To understand the pathophysiology of congenital hyperinsulinism, knowledge of the major pathways regulating insulin secretion by pancreatic β-cells is critical (outlined in Fig. 7.5 ). Glucose-stimulated insulin secretion involves glucose entry to the beta cell by facilitated diffusion through glucose transporters (mainly GLUT1 in human beta cells) and phosphorylation by glucokinase (GK), leading to glucose oxidation and a rise in the ATP/adenosine diphosphate (ADP) ratio that results in closure of the plasma membrane ATP-dependent potassium (K ATP ) channel. The β-cell K ATP channel is a heterooctameric complex consisting of two subunits: a K + -selective pore-forming subunit (Kir6.2), and a regulatory subunit (sulfonylurea receptor 1 [SUR-1]). Four Kir6.2 subunits form the central pore, coupled to four SUR-1 subunits.

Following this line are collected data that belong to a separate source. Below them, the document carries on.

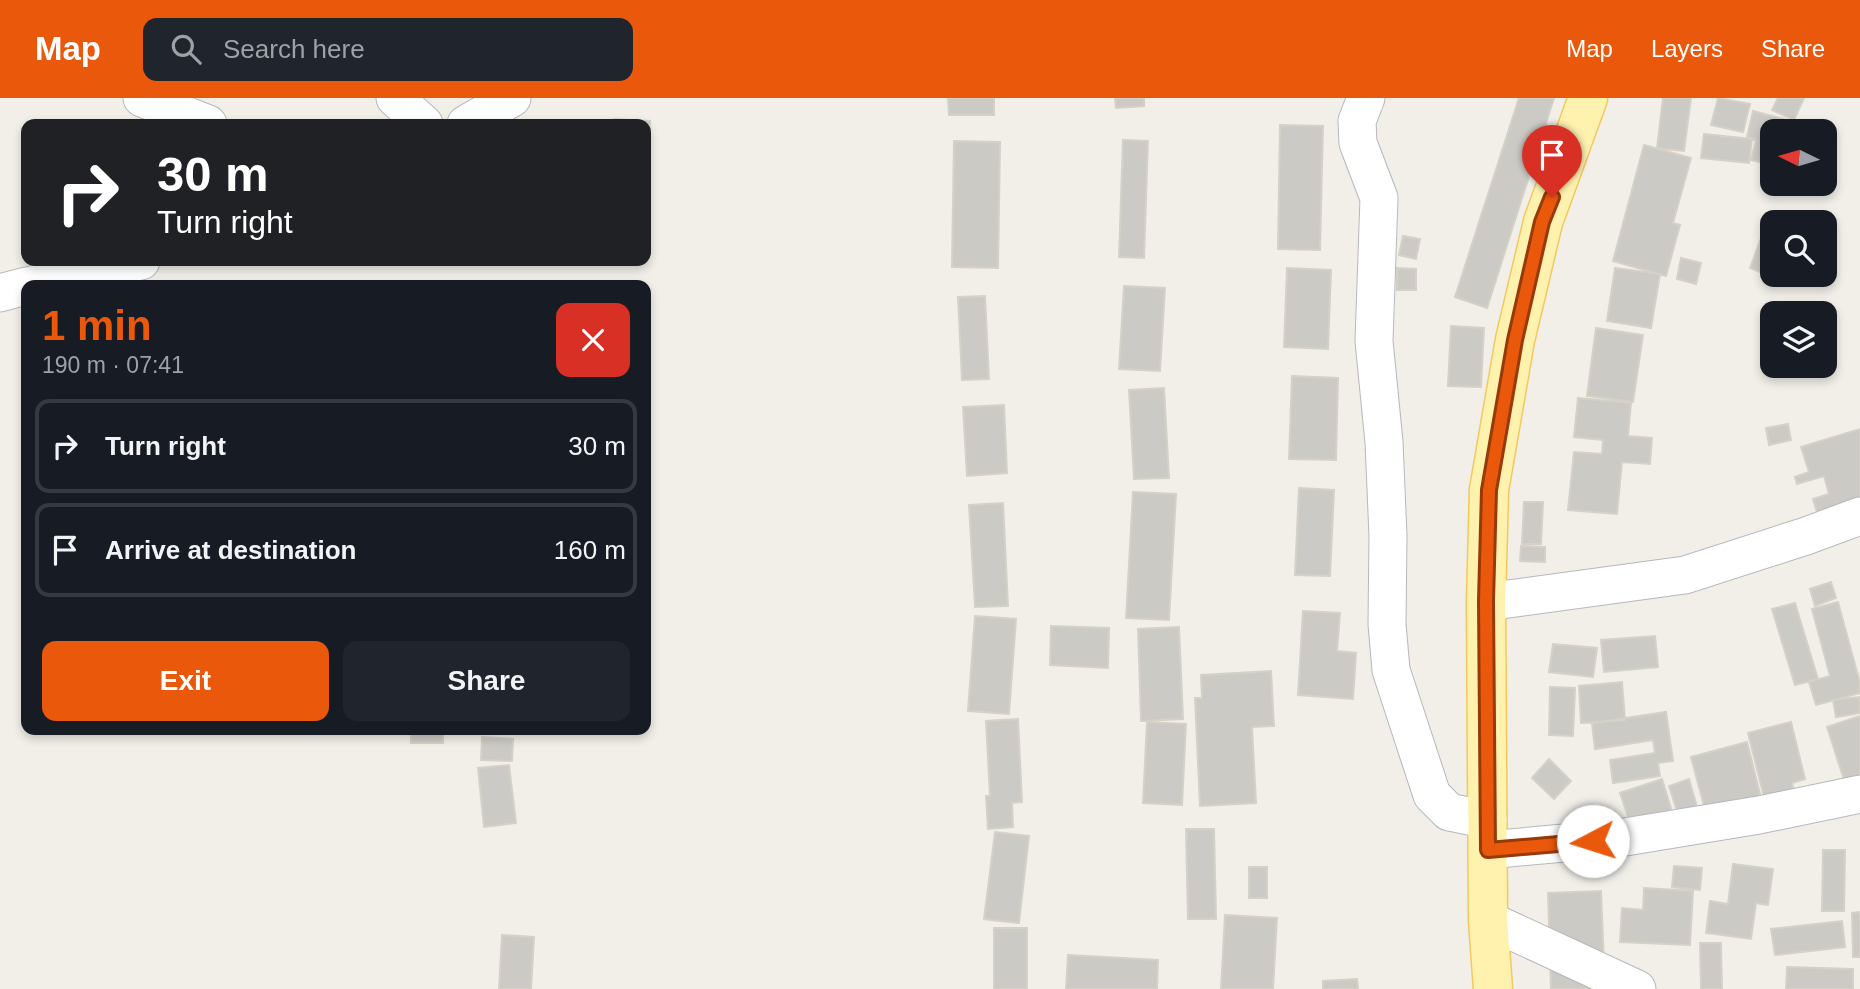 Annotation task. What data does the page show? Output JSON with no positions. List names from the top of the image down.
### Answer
{
  "north": "left",
  "page": {
    "header": "Map",
    "search": "Search here",
    "nav": ["Map", "Layers", "Share"],
    "turn": ["30 m", "Turn right"],
    "heading": ["1 min", "190 m · 07:41"],
    "list": [
      {
        "name": "Turn right",
        "value": "30 m"
      },
      {
        "name": "Arrive at destination",
        "value": "160 m"
      }
    ],
    "buttons": ["Exit", "Share"]
  }
}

The K ATP channel is inhibited (closed) by sulfonylurea drugs (used therapeutically to stimulate insulin secretion in type 2 diabetes), and activated (opened) by diazoxide (the first-line medical treatment for congenital hyperinsulinism). In the unstimulated state, the β-cell ATP-sensitive potassium channels are open—keeping a resting membrane potential of approximately –65 mV. Following the uptake and metabolism of glucose, increase in the intracellular ATP/ADP ratio results in closure of ATP-sensitive potassium channels, depolarization of the cell membrane, opening of voltage-dependent Ca 2 + channels, Ca 2 + influx, rise in cytosolic free Ca 2 + concentration, and activation of the exocytotic machinery. Stimulation of insulin secretion by amino acids occurs through allosteric activation of glutamate dehydrogenase (GDH) by leucine, which results in increased oxidation of glutamate—leading to a rise in the ATP/ADP ratio, inhibition of K ATP -channel activity, and membrane depolarization.